▶ **Work task**
Beneath this line is the data. Output exactly the lines from the line with "M1975 143 2141 1" to the line with "M58 333 115 286 355 1", both ends included, and nothing more.

▶ **Provided data**
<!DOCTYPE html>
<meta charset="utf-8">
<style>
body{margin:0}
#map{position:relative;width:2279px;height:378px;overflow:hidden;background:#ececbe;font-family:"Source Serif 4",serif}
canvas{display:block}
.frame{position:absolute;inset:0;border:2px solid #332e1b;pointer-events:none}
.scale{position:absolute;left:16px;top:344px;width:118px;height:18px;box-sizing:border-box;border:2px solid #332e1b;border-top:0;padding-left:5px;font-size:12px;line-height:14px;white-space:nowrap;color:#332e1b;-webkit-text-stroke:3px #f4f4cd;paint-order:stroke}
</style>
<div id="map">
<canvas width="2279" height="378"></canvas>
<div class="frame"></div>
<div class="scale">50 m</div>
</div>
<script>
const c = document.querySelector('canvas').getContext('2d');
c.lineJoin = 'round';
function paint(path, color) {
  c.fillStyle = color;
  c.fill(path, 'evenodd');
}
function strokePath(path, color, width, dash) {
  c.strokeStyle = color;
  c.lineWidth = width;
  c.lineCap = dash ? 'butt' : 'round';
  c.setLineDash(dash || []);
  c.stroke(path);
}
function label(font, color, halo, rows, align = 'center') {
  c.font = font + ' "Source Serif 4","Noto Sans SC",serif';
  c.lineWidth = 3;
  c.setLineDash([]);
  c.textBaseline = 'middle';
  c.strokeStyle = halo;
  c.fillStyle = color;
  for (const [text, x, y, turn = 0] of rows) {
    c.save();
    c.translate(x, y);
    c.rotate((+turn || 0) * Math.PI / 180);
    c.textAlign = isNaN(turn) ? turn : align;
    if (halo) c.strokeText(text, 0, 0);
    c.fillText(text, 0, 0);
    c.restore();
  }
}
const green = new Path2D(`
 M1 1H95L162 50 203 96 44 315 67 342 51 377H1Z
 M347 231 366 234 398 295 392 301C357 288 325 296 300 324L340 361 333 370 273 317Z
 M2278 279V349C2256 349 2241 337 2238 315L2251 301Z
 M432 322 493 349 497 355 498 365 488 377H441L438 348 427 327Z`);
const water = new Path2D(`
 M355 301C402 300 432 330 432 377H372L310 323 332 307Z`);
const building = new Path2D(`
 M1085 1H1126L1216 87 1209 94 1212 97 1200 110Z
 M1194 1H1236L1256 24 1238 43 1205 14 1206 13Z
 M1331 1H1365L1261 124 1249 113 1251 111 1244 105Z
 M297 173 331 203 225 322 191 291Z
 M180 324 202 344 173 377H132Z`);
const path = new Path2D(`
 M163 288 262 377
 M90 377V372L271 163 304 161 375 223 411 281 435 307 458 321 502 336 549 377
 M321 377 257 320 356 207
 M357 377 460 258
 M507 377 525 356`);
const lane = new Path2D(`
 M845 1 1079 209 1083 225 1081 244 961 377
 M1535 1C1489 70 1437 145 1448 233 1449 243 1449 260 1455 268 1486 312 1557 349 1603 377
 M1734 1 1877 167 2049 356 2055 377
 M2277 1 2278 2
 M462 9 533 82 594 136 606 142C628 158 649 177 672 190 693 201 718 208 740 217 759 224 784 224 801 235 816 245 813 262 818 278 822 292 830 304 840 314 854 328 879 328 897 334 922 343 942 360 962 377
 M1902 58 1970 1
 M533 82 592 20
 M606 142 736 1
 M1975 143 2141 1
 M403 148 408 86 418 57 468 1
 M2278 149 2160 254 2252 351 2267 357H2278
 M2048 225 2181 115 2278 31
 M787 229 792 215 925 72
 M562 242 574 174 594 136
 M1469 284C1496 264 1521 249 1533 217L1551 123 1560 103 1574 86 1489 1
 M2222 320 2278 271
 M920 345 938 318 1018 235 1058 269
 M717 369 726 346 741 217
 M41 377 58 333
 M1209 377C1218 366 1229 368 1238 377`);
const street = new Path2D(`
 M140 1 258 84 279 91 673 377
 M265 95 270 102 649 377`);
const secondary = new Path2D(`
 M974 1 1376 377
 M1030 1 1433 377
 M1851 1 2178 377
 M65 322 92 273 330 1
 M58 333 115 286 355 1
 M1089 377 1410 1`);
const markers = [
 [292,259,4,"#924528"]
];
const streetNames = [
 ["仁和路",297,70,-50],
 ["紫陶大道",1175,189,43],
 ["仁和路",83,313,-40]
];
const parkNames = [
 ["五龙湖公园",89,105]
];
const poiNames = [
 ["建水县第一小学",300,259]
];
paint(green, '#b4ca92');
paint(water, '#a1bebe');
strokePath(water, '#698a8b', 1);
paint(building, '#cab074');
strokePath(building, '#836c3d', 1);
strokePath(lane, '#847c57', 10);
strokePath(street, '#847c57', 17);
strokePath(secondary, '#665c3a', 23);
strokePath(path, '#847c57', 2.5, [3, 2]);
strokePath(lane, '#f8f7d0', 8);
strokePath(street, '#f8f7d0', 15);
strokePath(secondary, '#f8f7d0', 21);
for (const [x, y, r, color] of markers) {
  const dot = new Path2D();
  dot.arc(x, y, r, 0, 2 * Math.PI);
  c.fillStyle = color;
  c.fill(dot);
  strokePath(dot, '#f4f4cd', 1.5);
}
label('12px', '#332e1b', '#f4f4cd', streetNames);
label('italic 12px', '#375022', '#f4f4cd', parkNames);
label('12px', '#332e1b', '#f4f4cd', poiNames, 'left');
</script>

▶ **Output for this exercise**
 M1975 143 2141 1
 M403 148 408 86 418 57 468 1
 M2278 149 2160 254 2252 351 2267 357H2278
 M2048 225 2181 115 2278 31
 M787 229 792 215 925 72
 M562 242 574 174 594 136
 M1469 284C1496 264 1521 249 1533 217L1551 123 1560 103 1574 86 1489 1
 M2222 320 2278 271
 M920 345 938 318 1018 235 1058 269
 M717 369 726 346 741 217
 M41 377 58 333
 M1209 377C1218 366 1229 368 1238 377`);
const street = new Path2D(`
 M140 1 258 84 279 91 673 377
 M265 95 270 102 649 377`);
const secondary = new Path2D(`
 M974 1 1376 377
 M1030 1 1433 377
 M1851 1 2178 377
 M65 322 92 273 330 1
 M58 333 115 286 355 1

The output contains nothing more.